---------- PROVIDED RECORDS ----------

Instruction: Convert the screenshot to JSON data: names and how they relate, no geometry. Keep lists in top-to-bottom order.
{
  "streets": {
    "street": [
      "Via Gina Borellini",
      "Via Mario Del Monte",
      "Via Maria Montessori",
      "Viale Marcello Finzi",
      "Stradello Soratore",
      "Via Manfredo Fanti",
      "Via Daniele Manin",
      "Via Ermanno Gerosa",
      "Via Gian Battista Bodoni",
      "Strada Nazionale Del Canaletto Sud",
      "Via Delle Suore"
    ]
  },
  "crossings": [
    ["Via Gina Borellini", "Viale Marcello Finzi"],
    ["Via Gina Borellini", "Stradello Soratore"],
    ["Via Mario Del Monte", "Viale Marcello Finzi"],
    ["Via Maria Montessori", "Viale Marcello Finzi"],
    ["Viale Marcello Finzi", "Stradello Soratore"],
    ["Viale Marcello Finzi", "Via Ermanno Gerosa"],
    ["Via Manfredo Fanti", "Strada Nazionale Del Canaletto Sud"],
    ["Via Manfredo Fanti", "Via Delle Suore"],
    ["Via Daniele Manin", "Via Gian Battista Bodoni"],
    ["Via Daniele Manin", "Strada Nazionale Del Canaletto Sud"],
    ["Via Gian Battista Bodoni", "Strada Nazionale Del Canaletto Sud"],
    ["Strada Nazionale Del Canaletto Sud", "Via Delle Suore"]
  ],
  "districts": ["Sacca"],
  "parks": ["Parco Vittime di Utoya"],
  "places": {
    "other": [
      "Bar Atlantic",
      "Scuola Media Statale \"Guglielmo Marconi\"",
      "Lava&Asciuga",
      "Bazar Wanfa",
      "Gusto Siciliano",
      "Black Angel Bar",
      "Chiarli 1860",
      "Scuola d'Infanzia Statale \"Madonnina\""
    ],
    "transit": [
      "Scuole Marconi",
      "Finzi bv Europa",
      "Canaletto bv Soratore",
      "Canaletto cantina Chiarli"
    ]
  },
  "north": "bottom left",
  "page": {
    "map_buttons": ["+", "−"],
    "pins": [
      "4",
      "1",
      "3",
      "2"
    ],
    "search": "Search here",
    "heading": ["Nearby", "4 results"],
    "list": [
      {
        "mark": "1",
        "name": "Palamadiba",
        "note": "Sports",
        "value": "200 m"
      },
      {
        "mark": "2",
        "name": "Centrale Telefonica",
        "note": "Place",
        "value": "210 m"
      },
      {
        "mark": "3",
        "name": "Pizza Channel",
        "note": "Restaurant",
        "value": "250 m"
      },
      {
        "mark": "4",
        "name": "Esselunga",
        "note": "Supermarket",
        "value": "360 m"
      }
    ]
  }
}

----------

YOUR ASSIGNMENT: In full and exactly as written, repeat the data.

RESULT:
Instruction: Convert the screenshot to JSON data: names and how they relate, no geometry. Keep lists in top-to-bottom order.
{
  "streets": {
    "street": [
      "Via Gina Borellini",
      "Via Mario Del Monte",
      "Via Maria Montessori",
      "Viale Marcello Finzi",
      "Stradello Soratore",
      "Via Manfredo Fanti",
      "Via Daniele Manin",
      "Via Ermanno Gerosa",
      "Via Gian Battista Bodoni",
      "Strada Nazionale Del Canaletto Sud",
      "Via Delle Suore"
    ]
  },
  "crossings": [
    ["Via Gina Borellini", "Viale Marcello Finzi"],
    ["Via Gina Borellini", "Stradello Soratore"],
    ["Via Mario Del Monte", "Viale Marcello Finzi"],
    ["Via Maria Montessori", "Viale Marcello Finzi"],
    ["Viale Marcello Finzi", "Stradello Soratore"],
    ["Viale Marcello Finzi", "Via Ermanno Gerosa"],
    ["Via Manfredo Fanti", "Strada Nazionale Del Canaletto Sud"],
    ["Via Manfredo Fanti", "Via Delle Suore"],
    ["Via Daniele Manin", "Via Gian Battista Bodoni"],
    ["Via Daniele Manin", "Strada Nazionale Del Canaletto Sud"],
    ["Via Gian Battista Bodoni", "Strada Nazionale Del Canaletto Sud"],
    ["Strada Nazionale Del Canaletto Sud", "Via Delle Suore"]
  ],
  "districts": ["Sacca"],
  "parks": ["Parco Vittime di Utoya"],
  "places": {
    "other": [
      "Bar Atlantic",
      "Scuola Media Statale \"Guglielmo Marconi\"",
      "Lava&Asciuga",
      "Bazar Wanfa",
      "Gusto Siciliano",
      "Black Angel Bar",
      "Chiarli 1860",
      "Scuola d'Infanzia Statale \"Madonnina\""
    ],
    "transit": [
      "Scuole Marconi",
      "Finzi bv Europa",
      "Canaletto bv Soratore",
      "Canaletto cantina Chiarli"
    ]
  },
  "north": "bottom left",
  "page": {
    "map_buttons": ["+", "−"],
    "pins": [
      "4",
      "1",
      "3",
      "2"
    ],
    "search": "Search here",
    "heading": ["Nearby", "4 results"],
    "list": [
      {
        "mark": "1",
        "name": "Palamadiba",
        "note": "Sports",
        "value": "200 m"
      },
      {
        "mark": "2",
        "name": "Centrale Telefonica",
        "note": "Place",
        "value": "210 m"
      },
      {
        "mark": "3",
        "name": "Pizza Channel",
        "note": "Restaurant",
        "value": "250 m"
      },
      {
        "mark": "4",
        "name": "Esselunga",
        "note": "Supermarket",
        "value": "360 m"
      }
    ]
  }
}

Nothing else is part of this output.